**Prompt:** The listing below is to be reproduced in full, character for character.

[Listed records]

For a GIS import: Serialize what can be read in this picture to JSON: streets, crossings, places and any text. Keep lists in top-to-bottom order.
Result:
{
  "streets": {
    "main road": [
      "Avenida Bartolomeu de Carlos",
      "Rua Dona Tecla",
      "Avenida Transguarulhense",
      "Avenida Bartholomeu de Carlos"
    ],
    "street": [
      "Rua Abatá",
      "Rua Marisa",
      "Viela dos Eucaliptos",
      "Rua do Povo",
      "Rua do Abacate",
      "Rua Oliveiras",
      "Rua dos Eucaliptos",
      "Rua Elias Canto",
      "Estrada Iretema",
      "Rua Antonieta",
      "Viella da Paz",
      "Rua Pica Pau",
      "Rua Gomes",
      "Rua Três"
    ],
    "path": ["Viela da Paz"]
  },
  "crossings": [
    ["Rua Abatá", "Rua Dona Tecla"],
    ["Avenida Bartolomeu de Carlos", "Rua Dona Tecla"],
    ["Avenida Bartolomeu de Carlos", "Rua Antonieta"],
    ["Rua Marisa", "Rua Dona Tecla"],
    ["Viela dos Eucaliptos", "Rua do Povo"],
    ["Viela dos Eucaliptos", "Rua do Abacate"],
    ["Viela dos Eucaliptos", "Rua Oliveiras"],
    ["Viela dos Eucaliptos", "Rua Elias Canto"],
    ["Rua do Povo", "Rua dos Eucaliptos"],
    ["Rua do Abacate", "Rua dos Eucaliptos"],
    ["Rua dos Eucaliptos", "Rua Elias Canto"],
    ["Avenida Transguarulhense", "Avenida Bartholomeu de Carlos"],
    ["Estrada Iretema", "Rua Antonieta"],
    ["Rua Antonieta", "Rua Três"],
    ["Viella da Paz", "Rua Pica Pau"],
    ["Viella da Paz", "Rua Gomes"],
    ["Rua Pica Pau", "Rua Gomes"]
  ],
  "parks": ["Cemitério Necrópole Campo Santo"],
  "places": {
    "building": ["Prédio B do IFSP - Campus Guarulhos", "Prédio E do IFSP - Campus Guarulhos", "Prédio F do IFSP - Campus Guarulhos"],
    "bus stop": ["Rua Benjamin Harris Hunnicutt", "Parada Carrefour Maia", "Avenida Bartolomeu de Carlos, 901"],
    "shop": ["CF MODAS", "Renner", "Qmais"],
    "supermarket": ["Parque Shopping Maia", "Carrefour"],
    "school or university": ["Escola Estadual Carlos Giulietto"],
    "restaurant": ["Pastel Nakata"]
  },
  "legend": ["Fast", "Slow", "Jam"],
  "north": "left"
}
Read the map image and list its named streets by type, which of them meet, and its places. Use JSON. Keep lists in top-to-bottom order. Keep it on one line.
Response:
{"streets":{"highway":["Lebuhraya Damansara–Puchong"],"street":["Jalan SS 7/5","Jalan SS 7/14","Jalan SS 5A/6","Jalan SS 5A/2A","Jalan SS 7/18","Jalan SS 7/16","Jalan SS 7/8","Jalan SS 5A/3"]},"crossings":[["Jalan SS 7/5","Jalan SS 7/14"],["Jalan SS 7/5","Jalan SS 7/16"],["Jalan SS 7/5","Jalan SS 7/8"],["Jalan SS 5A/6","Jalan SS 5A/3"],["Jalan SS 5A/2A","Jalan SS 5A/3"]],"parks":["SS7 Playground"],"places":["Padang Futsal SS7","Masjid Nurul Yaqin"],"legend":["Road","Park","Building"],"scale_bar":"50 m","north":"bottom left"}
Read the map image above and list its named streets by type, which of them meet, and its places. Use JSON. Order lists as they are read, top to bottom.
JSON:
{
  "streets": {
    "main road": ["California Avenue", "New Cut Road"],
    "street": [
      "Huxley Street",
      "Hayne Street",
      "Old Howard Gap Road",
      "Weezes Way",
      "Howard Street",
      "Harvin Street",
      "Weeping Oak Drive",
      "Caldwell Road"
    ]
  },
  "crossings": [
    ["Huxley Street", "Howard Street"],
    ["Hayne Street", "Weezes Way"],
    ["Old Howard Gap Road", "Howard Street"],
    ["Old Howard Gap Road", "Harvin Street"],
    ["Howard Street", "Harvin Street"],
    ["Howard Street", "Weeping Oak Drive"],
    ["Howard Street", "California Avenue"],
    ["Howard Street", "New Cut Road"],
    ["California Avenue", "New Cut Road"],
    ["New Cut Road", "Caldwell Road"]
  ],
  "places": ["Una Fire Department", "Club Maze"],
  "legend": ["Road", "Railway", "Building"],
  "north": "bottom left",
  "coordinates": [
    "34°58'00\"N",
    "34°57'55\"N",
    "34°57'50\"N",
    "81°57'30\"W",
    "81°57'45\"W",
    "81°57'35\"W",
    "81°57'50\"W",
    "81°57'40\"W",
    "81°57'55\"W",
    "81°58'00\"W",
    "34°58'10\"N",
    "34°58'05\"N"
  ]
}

[/Listed records]

**Written response:**
For a GIS import: Serialize what can be read in this picture to JSON: streets, crossings, places and any text. Keep lists in top-to-bottom order.
Result:
{
  "streets": {
    "main road": [
      "Avenida Bartolomeu de Carlos",
      "Rua Dona Tecla",
      "Avenida Transguarulhense",
      "Avenida Bartholomeu de Carlos"
    ],
    "street": [
      "Rua Abatá",
      "Rua Marisa",
      "Viela dos Eucaliptos",
      "Rua do Povo",
      "Rua do Abacate",
      "Rua Oliveiras",
      "Rua dos Eucaliptos",
      "Rua Elias Canto",
      "Estrada Iretema",
      "Rua Antonieta",
      "Viella da Paz",
      "Rua Pica Pau",
      "Rua Gomes",
      "Rua Três"
    ],
    "path": ["Viela da Paz"]
  },
  "crossings": [
    ["Rua Abatá", "Rua Dona Tecla"],
    ["Avenida Bartolomeu de Carlos", "Rua Dona Tecla"],
    ["Avenida Bartolomeu de Carlos", "Rua Antonieta"],
    ["Rua Marisa", "Rua Dona Tecla"],
    ["Viela dos Eucaliptos", "Rua do Povo"],
    ["Viela dos Eucaliptos", "Rua do Abacate"],
    ["Viela dos Eucaliptos", "Rua Oliveiras"],
    ["Viela dos Eucaliptos", "Rua Elias Canto"],
    ["Rua do Povo", "Rua dos Eucaliptos"],
    ["Rua do Abacate", "Rua dos Eucaliptos"],
    ["Rua dos Eucaliptos", "Rua Elias Canto"],
    ["Avenida Transguarulhense", "Avenida Bartholomeu de Carlos"],
    ["Estrada Iretema", "Rua Antonieta"],
    ["Rua Antonieta", "Rua Três"],
    ["Viella da Paz", "Rua Pica Pau"],
    ["Viella da Paz", "Rua Gomes"],
    ["Rua Pica Pau", "Rua Gomes"]
  ],
  "parks": ["Cemitério Necrópole Campo Santo"],
  "places": {
    "building": ["Prédio B do IFSP - Campus Guarulhos", "Prédio E do IFSP - Campus Guarulhos", "Prédio F do IFSP - Campus Guarulhos"],
    "bus stop": ["Rua Benjamin Harris Hunnicutt", "Parada Carrefour Maia", "Avenida Bartolomeu de Carlos, 901"],
    "shop": ["CF MODAS", "Renner", "Qmais"],
    "supermarket": ["Parque Shopping Maia", "Carrefour"],
    "school or university": ["Escola Estadual Carlos Giulietto"],
    "restaurant": ["Pastel Nakata"]
  },
  "legend": ["Fast", "Slow", "Jam"],
  "north": "left"
}
Read the map image and list its named streets by type, which of them meet, and its places. Use JSON. Keep lists in top-to-bottom order. Keep it on one line.
Response:
{"streets":{"highway":["Lebuhraya Damansara–Puchong"],"street":["Jalan SS 7/5","Jalan SS 7/14","Jalan SS 5A/6","Jalan SS 5A/2A","Jalan SS 7/18","Jalan SS 7/16","Jalan SS 7/8","Jalan SS 5A/3"]},"crossings":[["Jalan SS 7/5","Jalan SS 7/14"],["Jalan SS 7/5","Jalan SS 7/16"],["Jalan SS 7/5","Jalan SS 7/8"],["Jalan SS 5A/6","Jalan SS 5A/3"],["Jalan SS 5A/2A","Jalan SS 5A/3"]],"parks":["SS7 Playground"],"places":["Padang Futsal SS7","Masjid Nurul Yaqin"],"legend":["Road","Park","Building"],"scale_bar":"50 m","north":"bottom left"}
Read the map image above and list its named streets by type, which of them meet, and its places. Use JSON. Order lists as they are read, top to bottom.
JSON:
{
  "streets": {
    "main road": ["California Avenue", "New Cut Road"],
    "street": [
      "Huxley Street",
      "Hayne Street",
      "Old Howard Gap Road",
      "Weezes Way",
      "Howard Street",
      "Harvin Street",
      "Weeping Oak Drive",
      "Caldwell Road"
    ]
  },
  "crossings": [
    ["Huxley Street", "Howard Street"],
    ["Hayne Street", "Weezes Way"],
    ["Old Howard Gap Road", "Howard Street"],
    ["Old Howard Gap Road", "Harvin Street"],
    ["Howard Street", "Harvin Street"],
    ["Howard Street", "Weeping Oak Drive"],
    ["Howard Street", "California Avenue"],
    ["Howard Street", "New Cut Road"],
    ["California Avenue", "New Cut Road"],
    ["New Cut Road", "Caldwell Road"]
  ],
  "places": ["Una Fire Department", "Club Maze"],
  "legend": ["Road", "Railway", "Building"],
  "north": "bottom left",
  "coordinates": [
    "34°58'00\"N",
    "34°57'55\"N",
    "34°57'50\"N",
    "81°57'30\"W",
    "81°57'45\"W",
    "81°57'35\"W",
    "81°57'50\"W",
    "81°57'40\"W",
    "81°57'55\"W",
    "81°58'00\"W",
    "34°58'10\"N",
    "34°58'05\"N"
  ]
}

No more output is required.